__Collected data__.
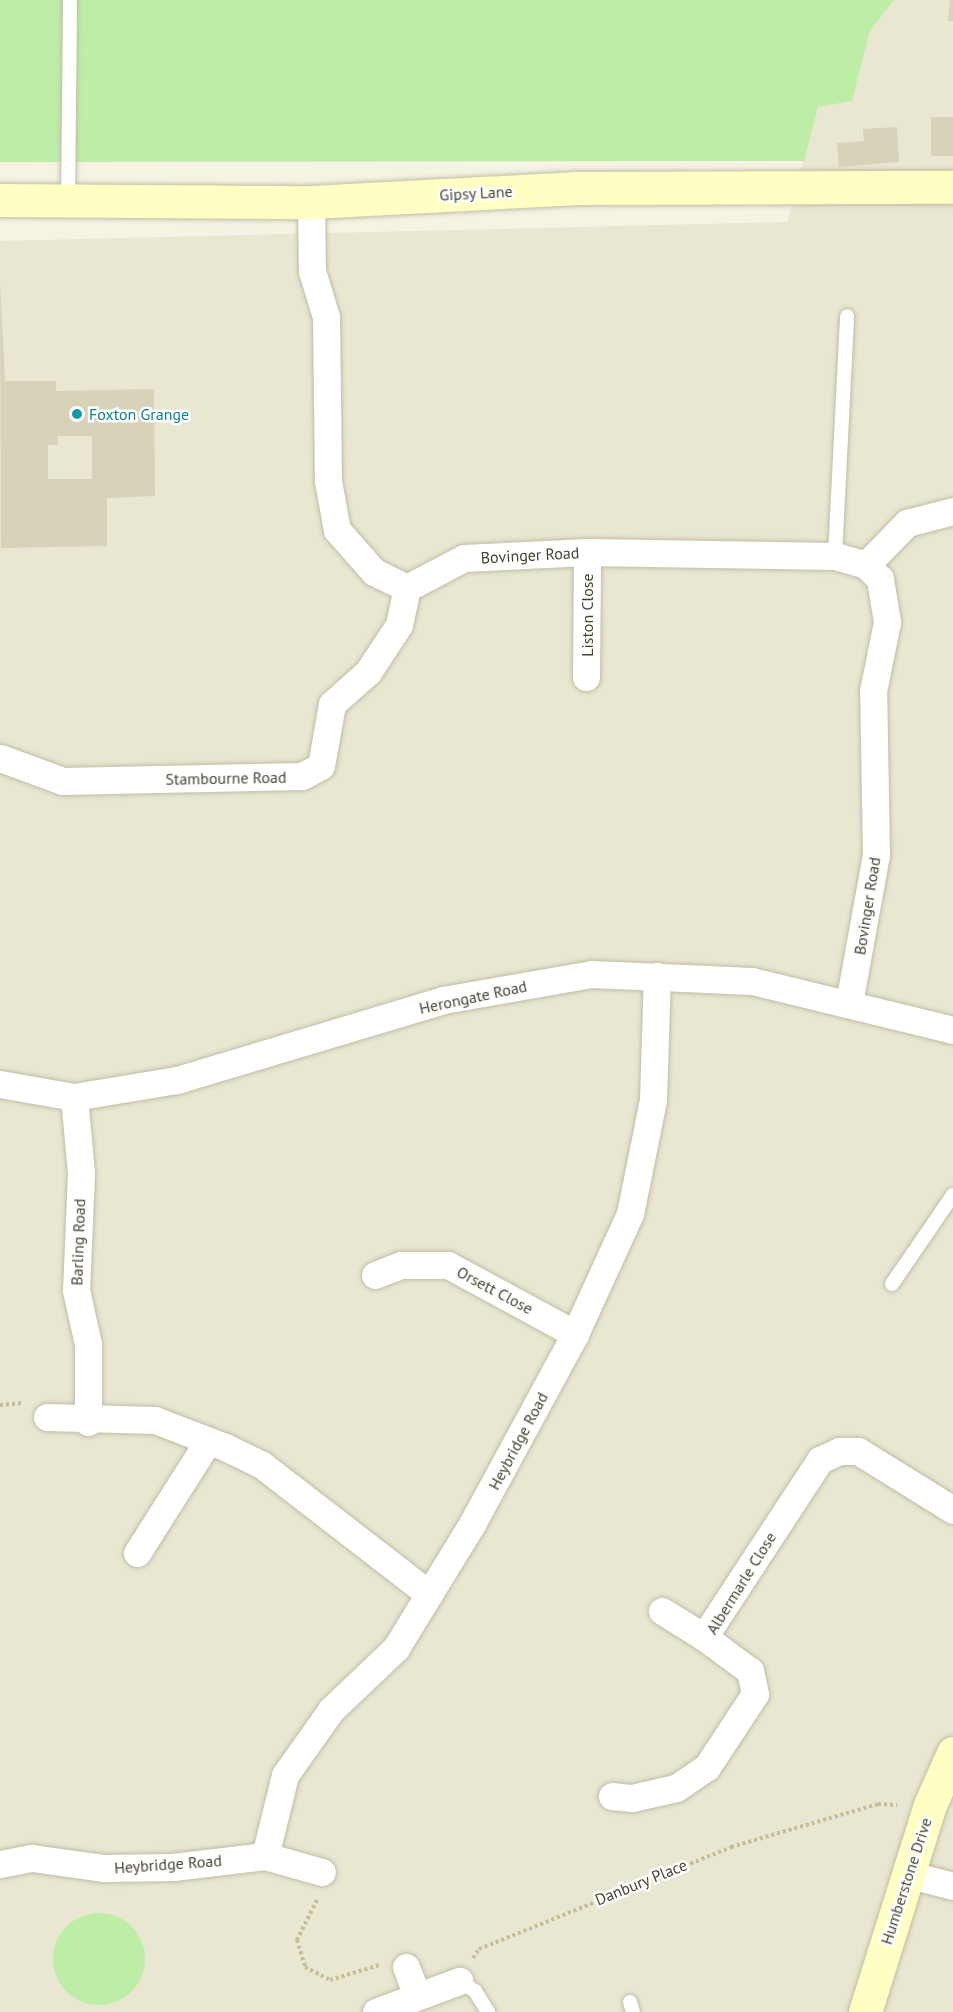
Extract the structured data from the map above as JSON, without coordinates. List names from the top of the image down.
{
  "streets": {
    "street": [
      "Gipsy Lane",
      "Bovinger Road",
      "Liston Close",
      "Stambourne Road",
      "Herongate Road",
      "Barling Road",
      "Orsett Close",
      "Heybridge Road",
      "Albermarle Close",
      "Humberstone Drive"
    ],
    "path": ["Danbury Place"]
  },
  "crossings": [
    ["Bovinger Road", "Liston Close"],
    ["Bovinger Road", "Stambourne Road"],
    ["Bovinger Road", "Herongate Road"],
    ["Herongate Road", "Barling Road"],
    ["Herongate Road", "Heybridge Road"],
    ["Orsett Close", "Heybridge Road"],
    ["Humberstone Drive", "Danbury Place"]
  ],
  "places": ["Foxton Grange"]
}
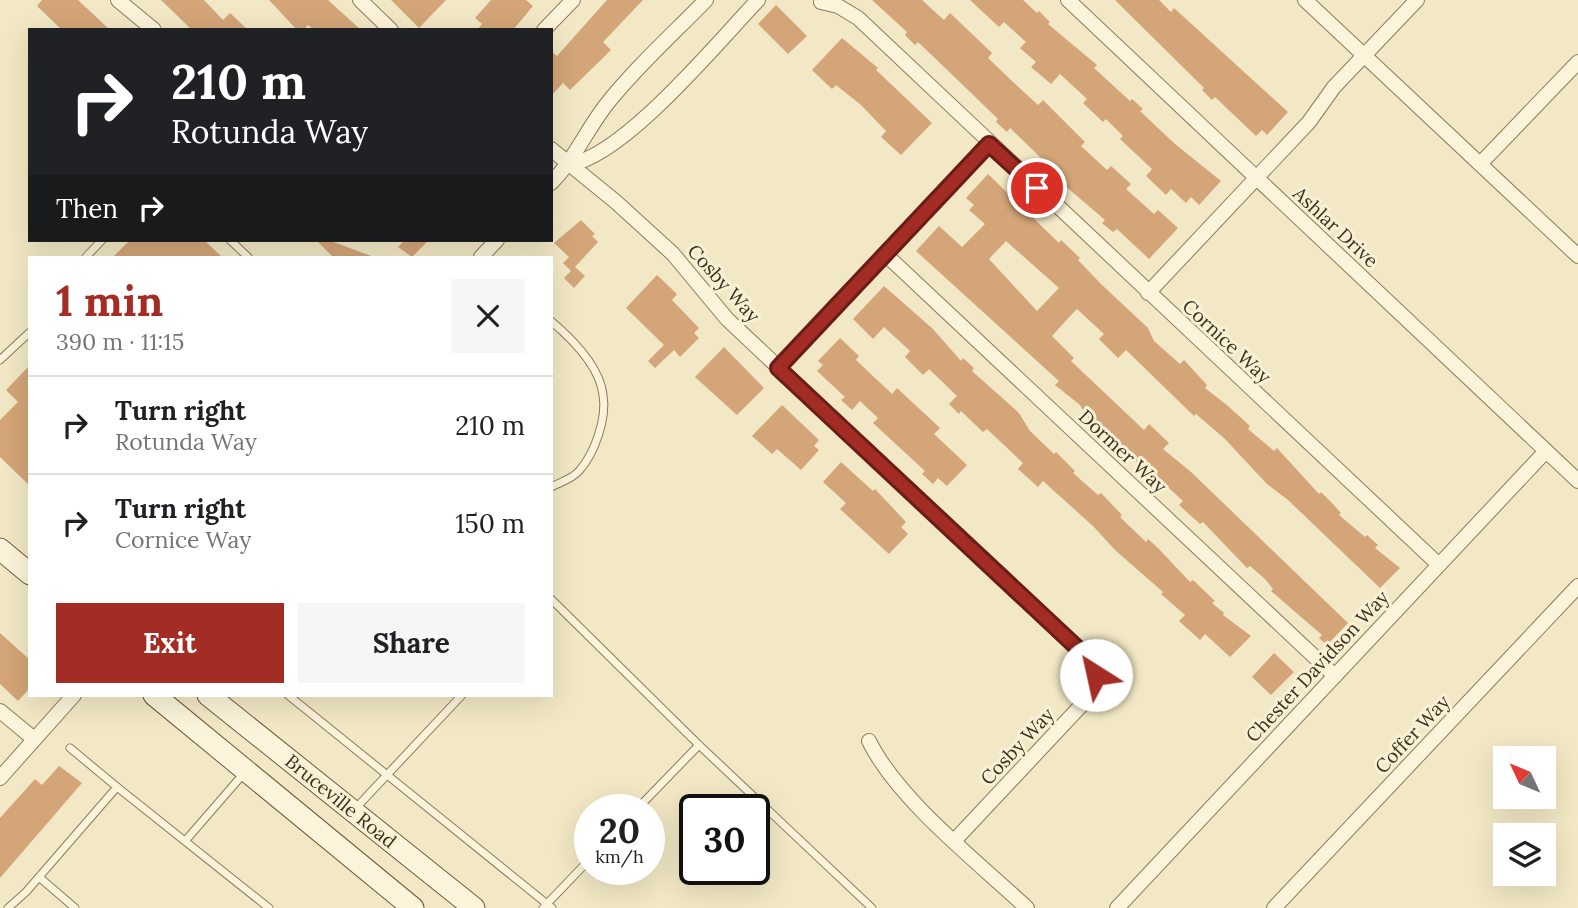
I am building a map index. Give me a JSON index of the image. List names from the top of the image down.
{
  "streets": {
    "main road": ["Bruceville Road"],
    "street": [
      "Ashlar Drive",
      "Cosby Way",
      "Cornice Way",
      "Dormer Way",
      "Chester Davidson Way",
      "Coffer Way"
    ]
  },
  "crossings": [
    ["Ashlar Drive", "Chester Davidson Way"],
    ["Cornice Way", "Chester Davidson Way"],
    ["Dormer Way", "Chester Davidson Way"]
  ],
  "north": "top left",
  "page": {
    "turn": ["210 m", "Rotunda Way"],
    "then": "Then",
    "heading": ["1 min", "390 m · 11:15"],
    "list": [
      {
        "name": "Turn right",
        "note": "Rotunda Way",
        "value": "210 m"
      },
      {
        "name": "Turn right",
        "note": "Cornice Way",
        "value": "150 m"
      }
    ],
    "buttons": ["Exit", "Share"],
    "speed": "20 km/h",
    "limit": "30"
  }
}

__THE PROBLEM__.
All of the records above should be written out exactly, with the pictures left out.

__YOUR RESPONSE__.
Extract the structured data from the map above as JSON, without coordinates. List names from the top of the image down.
{
  "streets": {
    "street": [
      "Gipsy Lane",
      "Bovinger Road",
      "Liston Close",
      "Stambourne Road",
      "Herongate Road",
      "Barling Road",
      "Orsett Close",
      "Heybridge Road",
      "Albermarle Close",
      "Humberstone Drive"
    ],
    "path": ["Danbury Place"]
  },
  "crossings": [
    ["Bovinger Road", "Liston Close"],
    ["Bovinger Road", "Stambourne Road"],
    ["Bovinger Road", "Herongate Road"],
    ["Herongate Road", "Barling Road"],
    ["Herongate Road", "Heybridge Road"],
    ["Orsett Close", "Heybridge Road"],
    ["Humberstone Drive", "Danbury Place"]
  ],
  "places": ["Foxton Grange"]
}
I am building a map index. Give me a JSON index of the image. List names from the top of the image down.
{
  "streets": {
    "main road": ["Bruceville Road"],
    "street": [
      "Ashlar Drive",
      "Cosby Way",
      "Cornice Way",
      "Dormer Way",
      "Chester Davidson Way",
      "Coffer Way"
    ]
  },
  "crossings": [
    ["Ashlar Drive", "Chester Davidson Way"],
    ["Cornice Way", "Chester Davidson Way"],
    ["Dormer Way", "Chester Davidson Way"]
  ],
  "north": "top left",
  "page": {
    "turn": ["210 m", "Rotunda Way"],
    "then": "Then",
    "heading": ["1 min", "390 m · 11:15"],
    "list": [
      {
        "name": "Turn right",
        "note": "Rotunda Way",
        "value": "210 m"
      },
      {
        "name": "Turn right",
        "note": "Cornice Way",
        "value": "150 m"
      }
    ],
    "buttons": ["Exit", "Share"],
    "speed": "20 km/h",
    "limit": "30"
  }
}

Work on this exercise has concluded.